Washington, D.C., June 29, 1999 – In the wake of their coming to terms on Year 2000 liability legislation, the Computer & Communications Industry Association (CCIA) today praised both House, Senate, and White House negotiators for their hard work and for their forbearance in producing legislation that will prevent a outbreak of Y2K-related litigation early next year.
Early this afternoon, the Senator John McCain, sponsor of S. 96, the “Y2K Act,” and Chairman of the House-Senate conference on S. 96 and H.R. 775, companion House legislation, announced that the conferees and representatives of the Administration had reached an agreement on a conference report.
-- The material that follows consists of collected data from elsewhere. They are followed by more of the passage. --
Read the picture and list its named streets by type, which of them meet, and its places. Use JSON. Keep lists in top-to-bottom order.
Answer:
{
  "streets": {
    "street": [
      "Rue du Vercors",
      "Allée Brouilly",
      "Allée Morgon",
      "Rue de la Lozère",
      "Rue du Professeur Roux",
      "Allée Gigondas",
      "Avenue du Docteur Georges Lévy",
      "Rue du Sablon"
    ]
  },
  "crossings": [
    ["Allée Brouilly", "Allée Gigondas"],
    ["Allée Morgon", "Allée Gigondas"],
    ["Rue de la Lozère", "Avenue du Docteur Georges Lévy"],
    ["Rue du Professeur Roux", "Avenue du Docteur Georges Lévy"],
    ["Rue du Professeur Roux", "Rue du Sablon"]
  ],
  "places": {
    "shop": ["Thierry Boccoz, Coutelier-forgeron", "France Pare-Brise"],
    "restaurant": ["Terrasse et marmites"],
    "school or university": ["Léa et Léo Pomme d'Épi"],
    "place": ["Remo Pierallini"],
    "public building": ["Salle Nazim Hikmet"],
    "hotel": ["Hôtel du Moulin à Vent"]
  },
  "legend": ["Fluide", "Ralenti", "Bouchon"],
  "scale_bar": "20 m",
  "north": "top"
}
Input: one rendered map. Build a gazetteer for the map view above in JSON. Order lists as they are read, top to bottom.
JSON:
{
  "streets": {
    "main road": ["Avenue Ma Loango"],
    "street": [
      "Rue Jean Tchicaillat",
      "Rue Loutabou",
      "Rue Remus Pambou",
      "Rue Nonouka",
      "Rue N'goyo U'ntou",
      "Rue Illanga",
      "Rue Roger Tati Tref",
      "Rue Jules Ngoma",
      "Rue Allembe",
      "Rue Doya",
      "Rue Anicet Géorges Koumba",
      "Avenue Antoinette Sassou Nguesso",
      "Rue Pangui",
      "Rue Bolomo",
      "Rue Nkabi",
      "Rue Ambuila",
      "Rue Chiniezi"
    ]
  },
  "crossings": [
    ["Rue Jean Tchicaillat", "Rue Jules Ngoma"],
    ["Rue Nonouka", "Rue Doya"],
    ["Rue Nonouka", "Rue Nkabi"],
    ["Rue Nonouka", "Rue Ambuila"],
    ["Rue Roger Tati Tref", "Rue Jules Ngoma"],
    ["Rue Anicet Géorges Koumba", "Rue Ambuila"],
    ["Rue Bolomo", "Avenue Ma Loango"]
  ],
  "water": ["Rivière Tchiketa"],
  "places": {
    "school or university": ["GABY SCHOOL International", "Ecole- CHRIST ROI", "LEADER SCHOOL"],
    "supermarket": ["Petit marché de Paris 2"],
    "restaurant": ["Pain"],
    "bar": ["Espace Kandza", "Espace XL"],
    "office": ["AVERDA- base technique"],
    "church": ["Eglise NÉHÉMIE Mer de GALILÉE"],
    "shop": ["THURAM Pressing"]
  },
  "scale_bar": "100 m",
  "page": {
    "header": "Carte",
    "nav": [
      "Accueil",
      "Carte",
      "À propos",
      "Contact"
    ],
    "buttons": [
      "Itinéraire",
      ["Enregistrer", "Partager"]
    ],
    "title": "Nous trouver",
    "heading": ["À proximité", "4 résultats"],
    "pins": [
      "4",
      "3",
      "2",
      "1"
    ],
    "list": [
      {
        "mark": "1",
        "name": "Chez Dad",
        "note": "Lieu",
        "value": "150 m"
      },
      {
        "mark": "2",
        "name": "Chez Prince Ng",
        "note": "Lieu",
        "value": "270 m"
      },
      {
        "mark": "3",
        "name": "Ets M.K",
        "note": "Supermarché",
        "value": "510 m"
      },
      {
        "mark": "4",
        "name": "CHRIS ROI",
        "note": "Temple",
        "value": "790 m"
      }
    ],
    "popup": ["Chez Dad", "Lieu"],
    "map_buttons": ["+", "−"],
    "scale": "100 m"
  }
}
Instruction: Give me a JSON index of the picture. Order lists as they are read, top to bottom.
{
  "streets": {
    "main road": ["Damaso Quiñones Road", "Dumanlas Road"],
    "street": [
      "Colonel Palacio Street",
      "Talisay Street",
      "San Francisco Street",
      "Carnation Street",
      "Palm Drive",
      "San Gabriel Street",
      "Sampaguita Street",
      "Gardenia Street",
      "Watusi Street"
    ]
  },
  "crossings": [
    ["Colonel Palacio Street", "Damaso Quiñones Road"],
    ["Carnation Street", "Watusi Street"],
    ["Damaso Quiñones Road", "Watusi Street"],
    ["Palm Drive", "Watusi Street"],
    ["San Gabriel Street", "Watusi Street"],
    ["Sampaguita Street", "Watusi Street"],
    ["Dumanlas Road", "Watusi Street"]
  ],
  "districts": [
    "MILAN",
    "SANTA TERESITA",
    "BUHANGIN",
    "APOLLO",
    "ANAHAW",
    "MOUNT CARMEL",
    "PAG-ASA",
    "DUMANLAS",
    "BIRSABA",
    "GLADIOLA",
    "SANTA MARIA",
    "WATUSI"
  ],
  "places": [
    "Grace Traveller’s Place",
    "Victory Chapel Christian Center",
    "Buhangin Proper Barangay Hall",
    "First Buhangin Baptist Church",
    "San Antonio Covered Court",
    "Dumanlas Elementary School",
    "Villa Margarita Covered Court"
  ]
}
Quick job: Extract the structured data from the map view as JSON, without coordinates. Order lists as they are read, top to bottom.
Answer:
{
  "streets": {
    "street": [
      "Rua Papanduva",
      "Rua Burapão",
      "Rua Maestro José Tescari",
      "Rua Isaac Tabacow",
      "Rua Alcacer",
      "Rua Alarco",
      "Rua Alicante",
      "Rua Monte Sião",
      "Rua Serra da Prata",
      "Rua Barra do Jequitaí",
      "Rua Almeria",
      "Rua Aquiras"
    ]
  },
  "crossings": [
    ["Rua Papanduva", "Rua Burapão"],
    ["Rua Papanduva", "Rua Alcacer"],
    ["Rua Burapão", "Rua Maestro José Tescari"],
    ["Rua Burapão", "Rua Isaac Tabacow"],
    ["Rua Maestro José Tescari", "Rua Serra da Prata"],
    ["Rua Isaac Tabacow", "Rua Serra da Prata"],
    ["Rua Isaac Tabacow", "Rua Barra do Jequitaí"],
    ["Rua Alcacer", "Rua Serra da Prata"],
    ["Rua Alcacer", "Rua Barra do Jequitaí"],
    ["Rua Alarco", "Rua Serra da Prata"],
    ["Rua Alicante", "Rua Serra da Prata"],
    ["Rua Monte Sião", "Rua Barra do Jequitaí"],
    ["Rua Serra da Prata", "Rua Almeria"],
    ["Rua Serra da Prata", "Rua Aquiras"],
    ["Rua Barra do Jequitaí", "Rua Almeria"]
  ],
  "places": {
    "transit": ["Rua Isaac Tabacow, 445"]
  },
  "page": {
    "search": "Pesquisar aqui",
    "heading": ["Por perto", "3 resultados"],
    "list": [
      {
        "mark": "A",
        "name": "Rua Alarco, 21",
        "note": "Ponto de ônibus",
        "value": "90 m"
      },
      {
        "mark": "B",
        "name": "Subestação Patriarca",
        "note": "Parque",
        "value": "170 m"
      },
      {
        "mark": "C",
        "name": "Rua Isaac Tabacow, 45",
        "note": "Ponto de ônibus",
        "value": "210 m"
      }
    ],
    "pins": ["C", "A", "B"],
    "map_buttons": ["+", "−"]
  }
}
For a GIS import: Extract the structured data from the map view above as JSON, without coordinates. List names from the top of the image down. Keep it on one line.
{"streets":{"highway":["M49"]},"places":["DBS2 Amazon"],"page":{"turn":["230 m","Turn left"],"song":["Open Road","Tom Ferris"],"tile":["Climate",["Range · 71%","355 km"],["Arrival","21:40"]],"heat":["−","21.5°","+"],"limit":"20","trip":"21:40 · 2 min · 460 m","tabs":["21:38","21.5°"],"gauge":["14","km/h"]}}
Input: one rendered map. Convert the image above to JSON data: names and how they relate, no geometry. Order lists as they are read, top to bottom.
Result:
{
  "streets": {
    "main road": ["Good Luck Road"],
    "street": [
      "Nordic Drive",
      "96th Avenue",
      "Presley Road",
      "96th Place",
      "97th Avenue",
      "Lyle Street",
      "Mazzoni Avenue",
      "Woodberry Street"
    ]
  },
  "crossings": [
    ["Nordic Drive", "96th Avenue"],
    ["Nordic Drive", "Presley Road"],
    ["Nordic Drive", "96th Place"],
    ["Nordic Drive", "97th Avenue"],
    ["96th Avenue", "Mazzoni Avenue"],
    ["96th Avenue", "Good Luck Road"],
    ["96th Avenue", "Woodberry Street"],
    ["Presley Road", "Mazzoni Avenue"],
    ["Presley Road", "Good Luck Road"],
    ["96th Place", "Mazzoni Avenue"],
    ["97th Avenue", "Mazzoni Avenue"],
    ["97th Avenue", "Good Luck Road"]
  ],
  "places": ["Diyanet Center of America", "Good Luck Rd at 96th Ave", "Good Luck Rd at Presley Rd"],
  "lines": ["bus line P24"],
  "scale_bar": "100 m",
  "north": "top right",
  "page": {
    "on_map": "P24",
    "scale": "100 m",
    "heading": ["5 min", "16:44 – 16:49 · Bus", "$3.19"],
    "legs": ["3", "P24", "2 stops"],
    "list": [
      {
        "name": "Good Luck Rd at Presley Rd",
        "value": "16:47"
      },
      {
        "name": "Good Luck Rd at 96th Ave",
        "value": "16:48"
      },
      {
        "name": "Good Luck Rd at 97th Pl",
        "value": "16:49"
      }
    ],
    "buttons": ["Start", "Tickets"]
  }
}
The breakthrough in negotiations follows passage of bills in both houses that the Administration viewed as unsatisfactory.
“CCIA is extremely pleased by this result,” said CCIA President and CEO Edward J. Black. “From the outset of this debate, we were concerned that this legislation would become bogged down in partisan wrangling and fall victim to political brinksmanship designed to curry favor with the technology. Industry,” Black said. “But while there were some bumps along the way, in the end all sides did what is right for the country and came through with a balanced, measured approach to the threat of frivolous Y2K litigation. Leaders on the Hill, including Senators McCain and Dodd and Congressman Davis, are to be commended for this outcome, as is the President.”
CCIA is an international, nonprofit alliance of computer and communications firms. Its membership includes CEOs and senior executives representing a wide range of businesses, including computer equipment manufacturers, software providers, communications and networking equipment manufacturers, Internet companies, and telecommunications and online service providers.
“Early this year, CCIA outlined several principles for Y2K liability legislation, including protection of innocent parties, proportionate liability, and focusing on solutions to problems rather than blame,” Black said. “Each of our principles has been addressed in the conference report, and now the country is one step closer to readiness for the Year 2000.”
The conference report will now be voted on by both the House and Senate, and will likely be sent to the President for signature early next month.